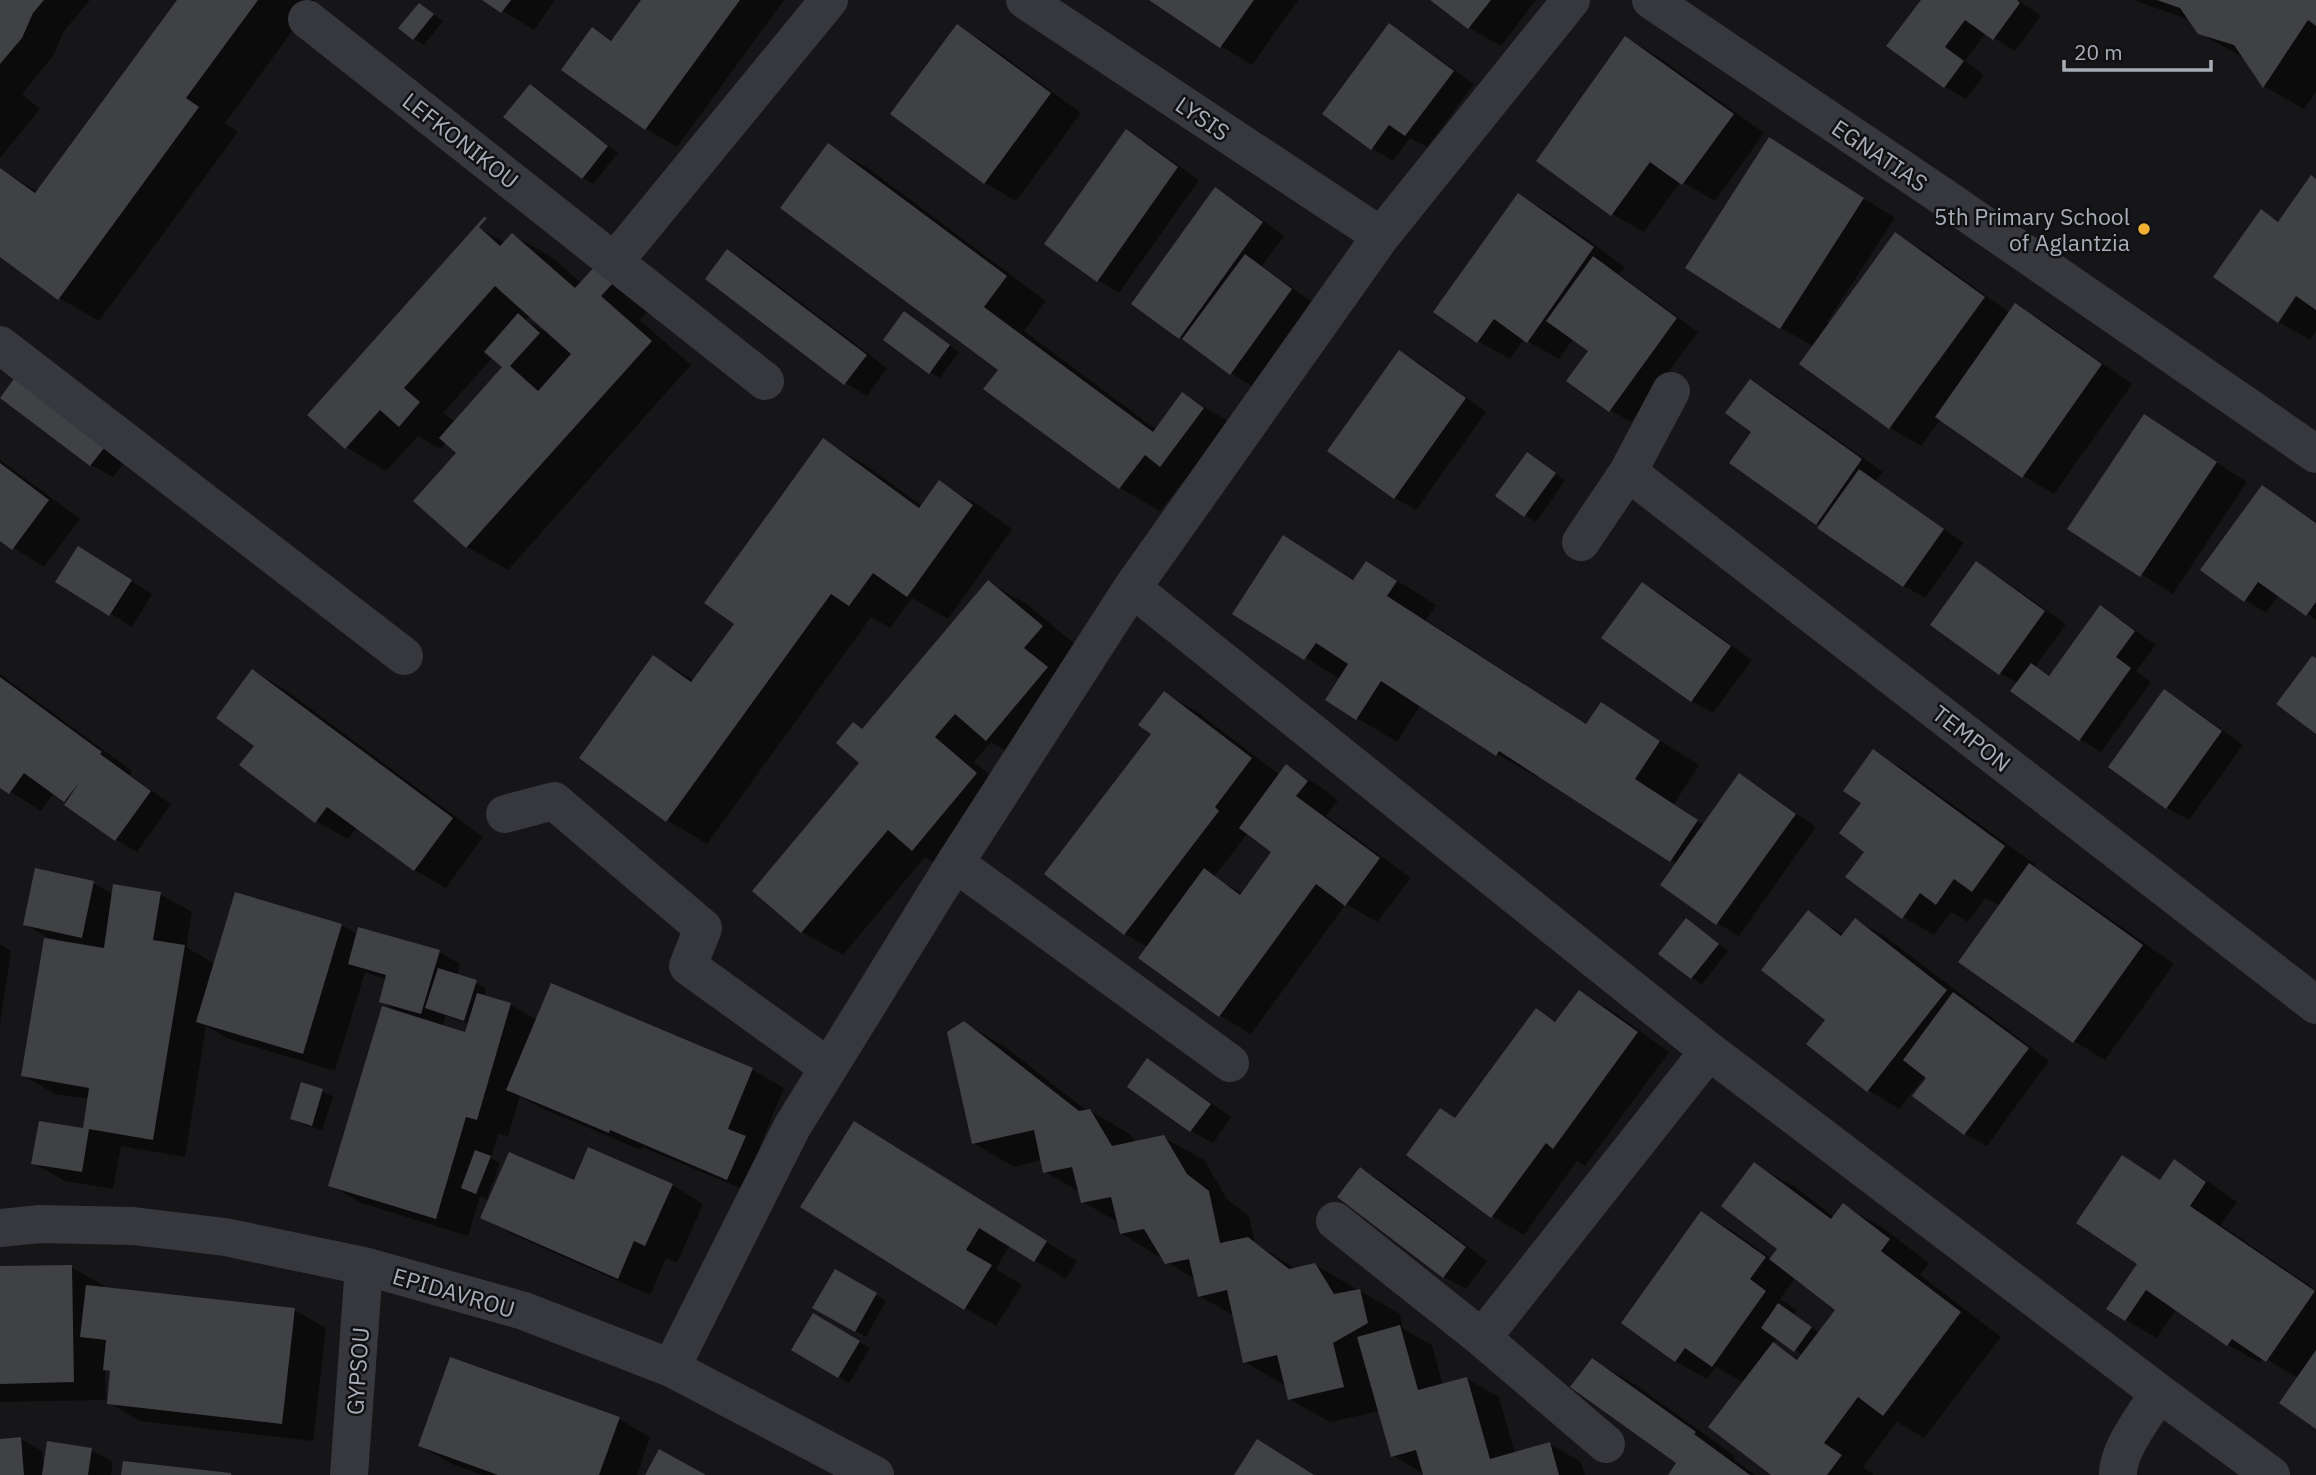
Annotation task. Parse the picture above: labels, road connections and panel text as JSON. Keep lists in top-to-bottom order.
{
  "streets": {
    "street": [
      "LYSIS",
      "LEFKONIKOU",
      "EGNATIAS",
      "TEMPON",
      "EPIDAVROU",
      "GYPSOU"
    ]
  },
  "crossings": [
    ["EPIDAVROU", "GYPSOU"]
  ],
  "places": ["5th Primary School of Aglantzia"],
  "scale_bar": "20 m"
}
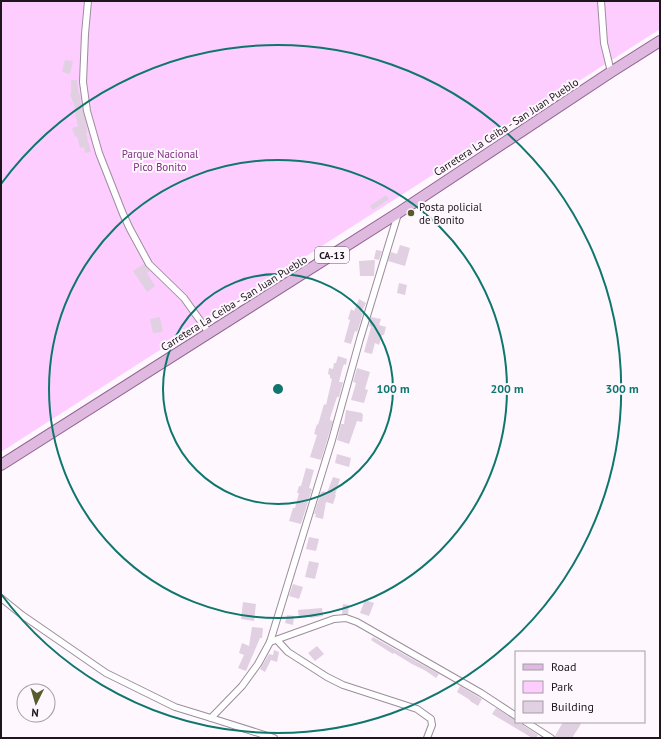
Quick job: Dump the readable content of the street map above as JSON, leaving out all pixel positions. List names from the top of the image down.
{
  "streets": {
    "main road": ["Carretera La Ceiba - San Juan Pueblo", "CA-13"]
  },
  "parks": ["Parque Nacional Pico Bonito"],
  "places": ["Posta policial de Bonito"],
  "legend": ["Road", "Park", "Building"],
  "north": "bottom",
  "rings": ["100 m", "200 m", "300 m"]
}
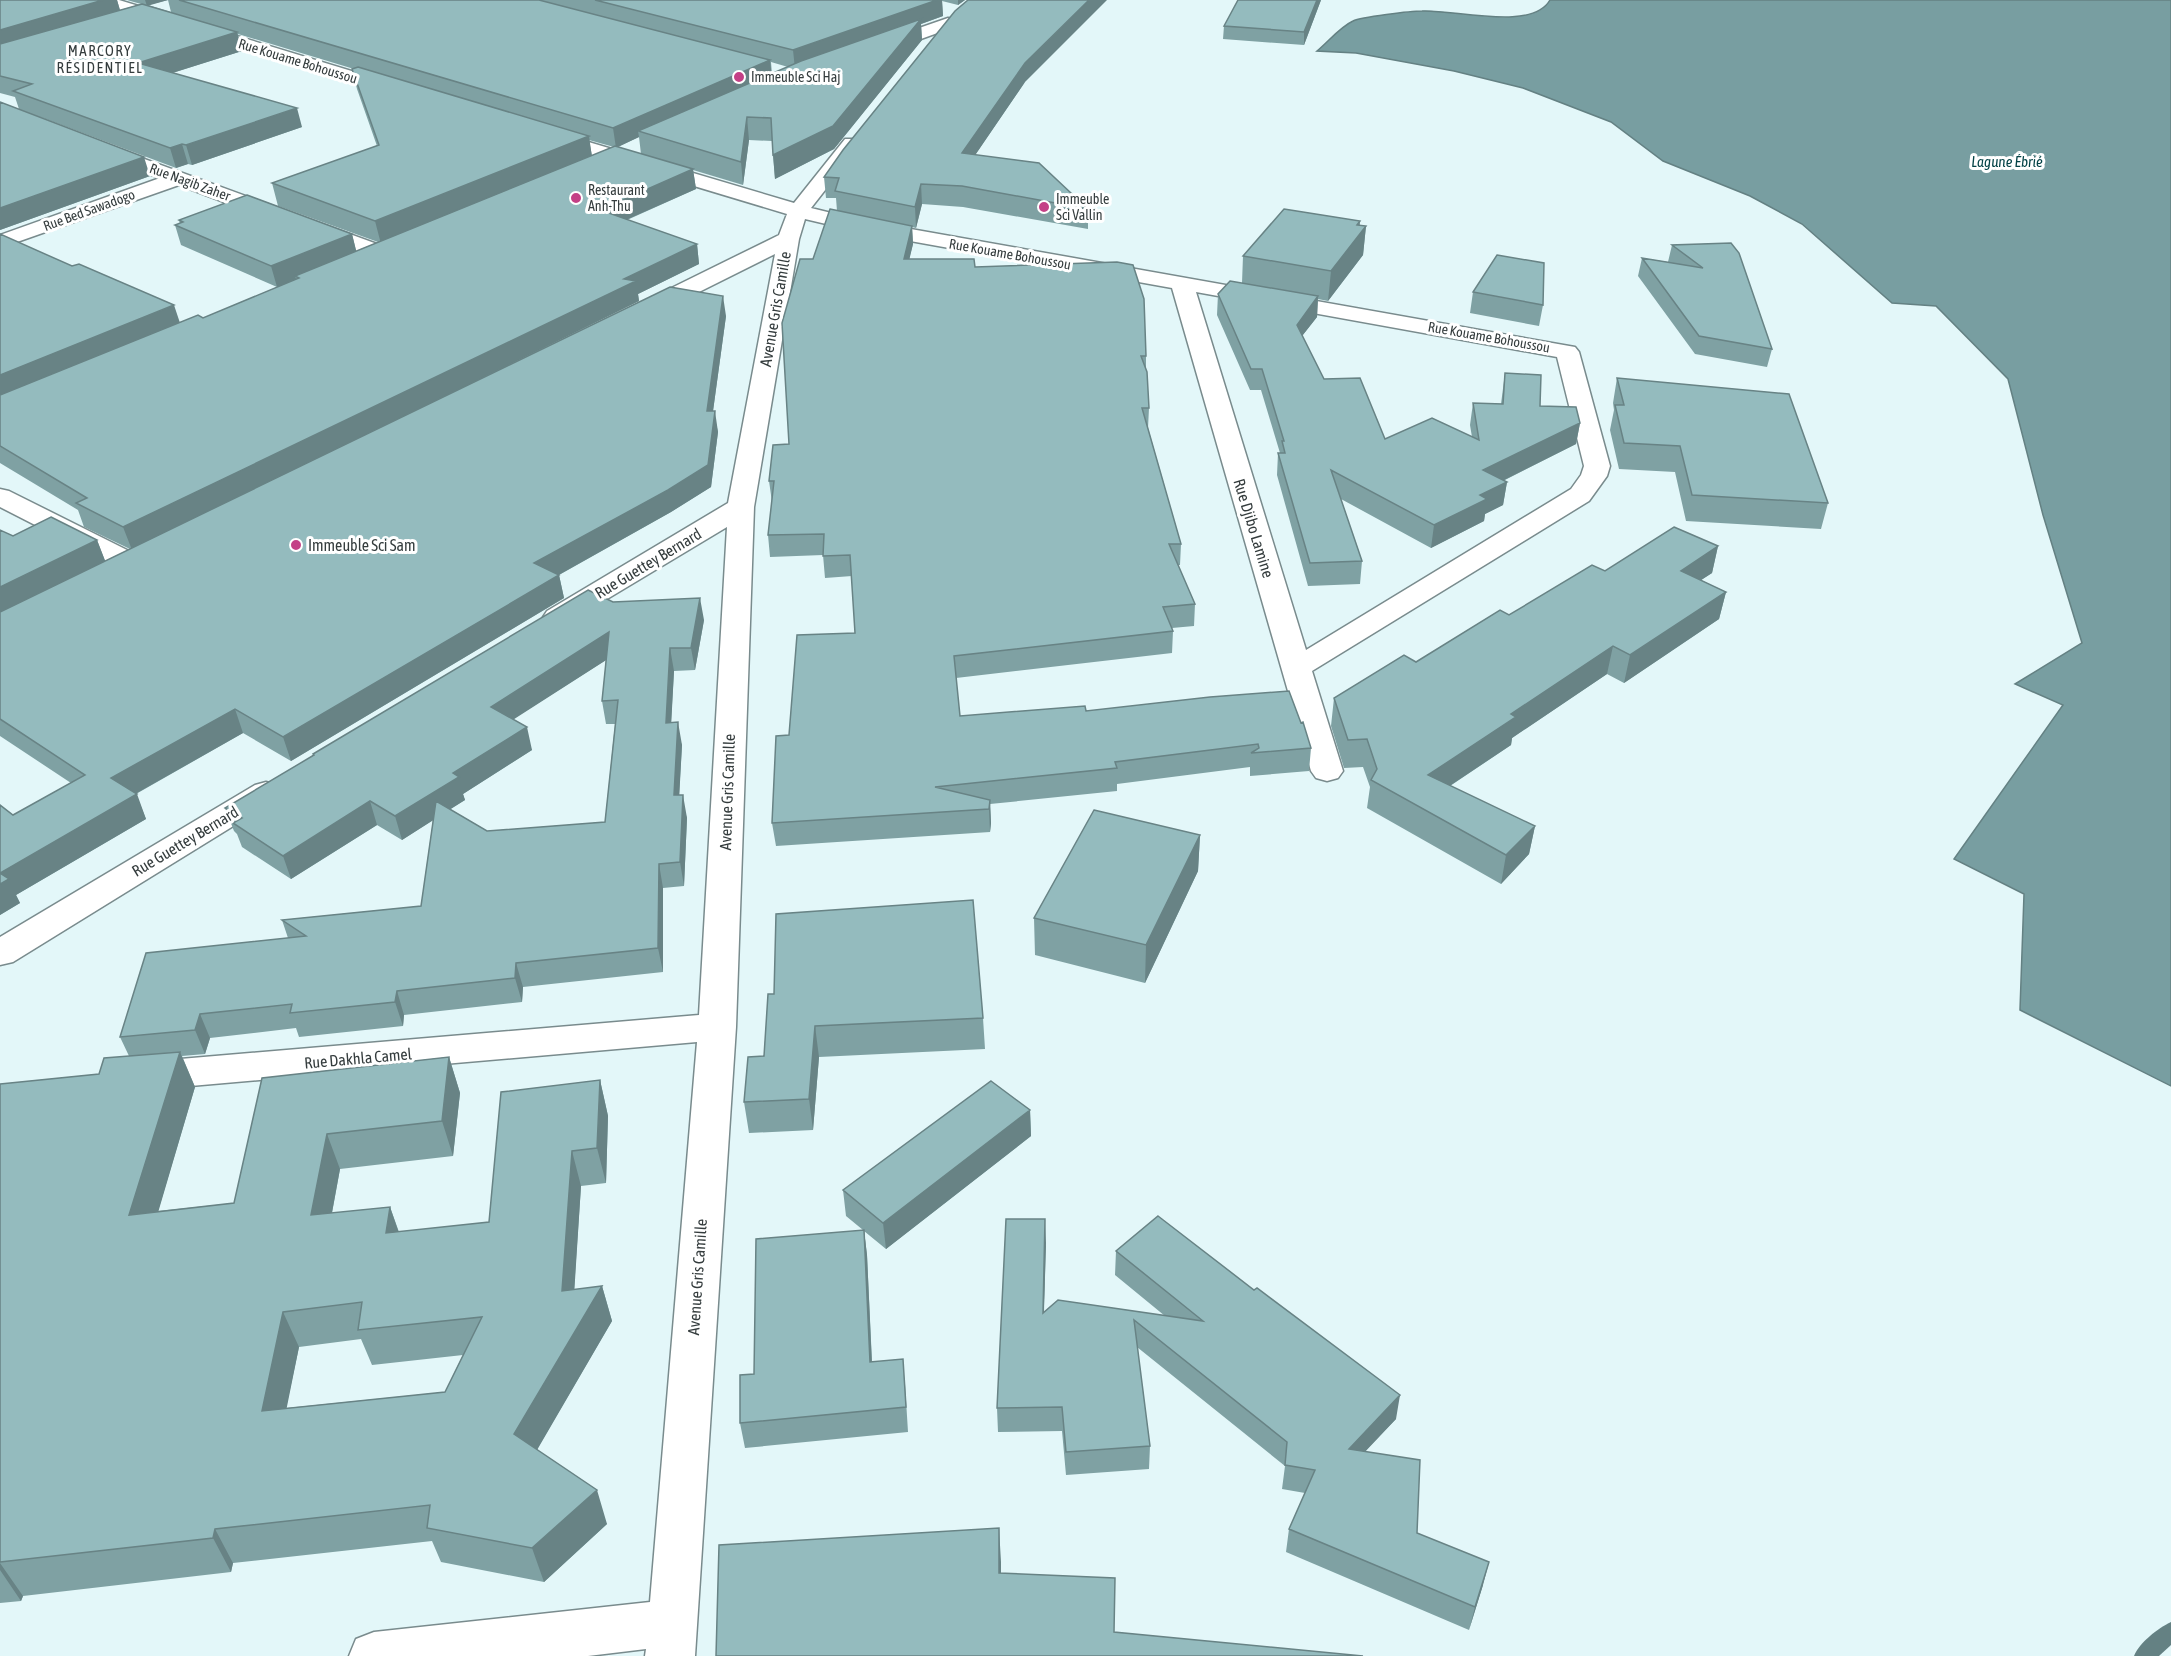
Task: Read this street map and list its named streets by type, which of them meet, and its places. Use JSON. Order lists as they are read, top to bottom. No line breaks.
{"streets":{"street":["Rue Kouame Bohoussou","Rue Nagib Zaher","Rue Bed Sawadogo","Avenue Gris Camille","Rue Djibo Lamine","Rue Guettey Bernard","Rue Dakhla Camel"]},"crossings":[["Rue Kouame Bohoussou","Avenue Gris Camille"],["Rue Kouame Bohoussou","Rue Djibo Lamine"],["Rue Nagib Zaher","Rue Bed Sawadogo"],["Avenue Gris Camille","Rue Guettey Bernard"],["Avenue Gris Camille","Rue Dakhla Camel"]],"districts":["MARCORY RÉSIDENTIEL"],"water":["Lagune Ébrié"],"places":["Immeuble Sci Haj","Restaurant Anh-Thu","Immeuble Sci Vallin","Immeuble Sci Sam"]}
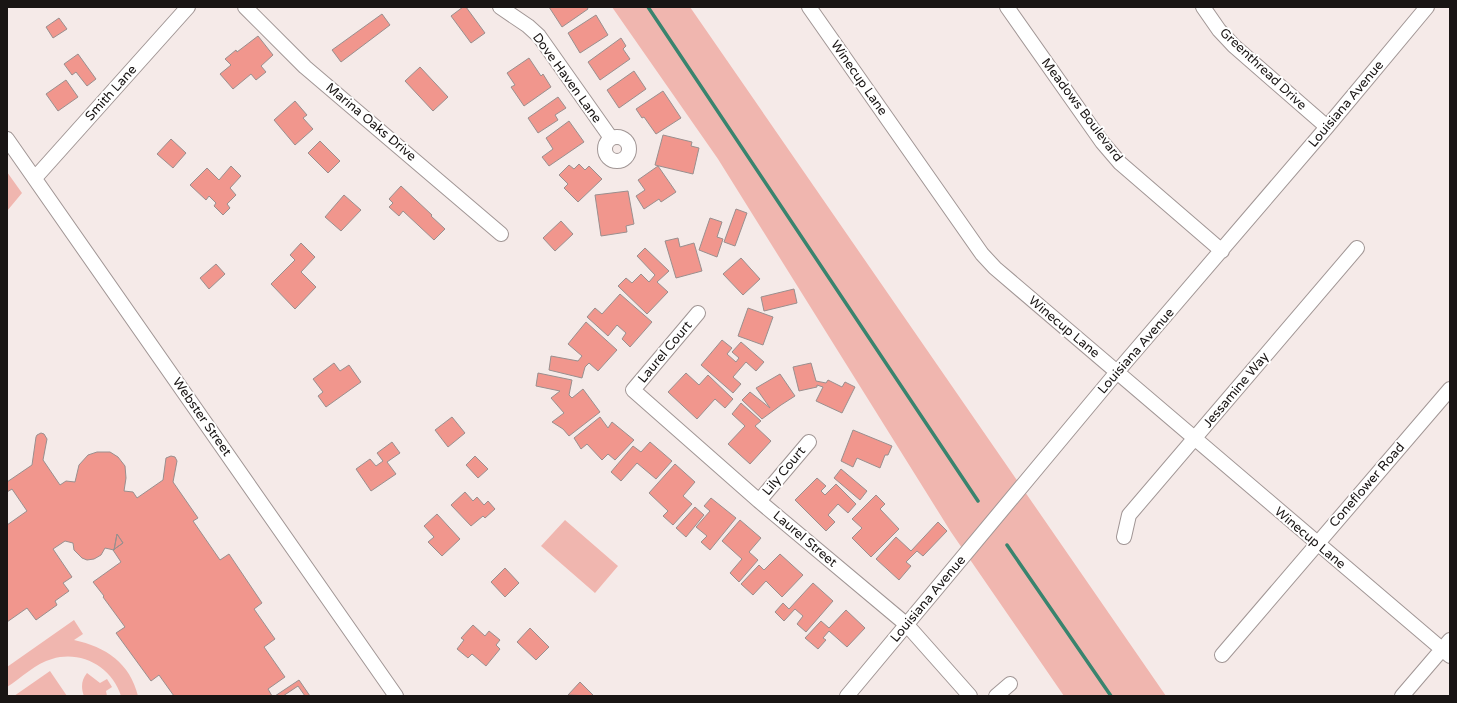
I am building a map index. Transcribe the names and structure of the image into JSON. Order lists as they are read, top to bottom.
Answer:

> **What is required**
Every line from the one containing "I am building" through the last line of the entries should be output exactly; nothing else belongs in the reply.

> **Solution to this exercise**
I am building a map index. Transcribe the names and structure of the image into JSON. Order lists as they are read, top to bottom.
Answer:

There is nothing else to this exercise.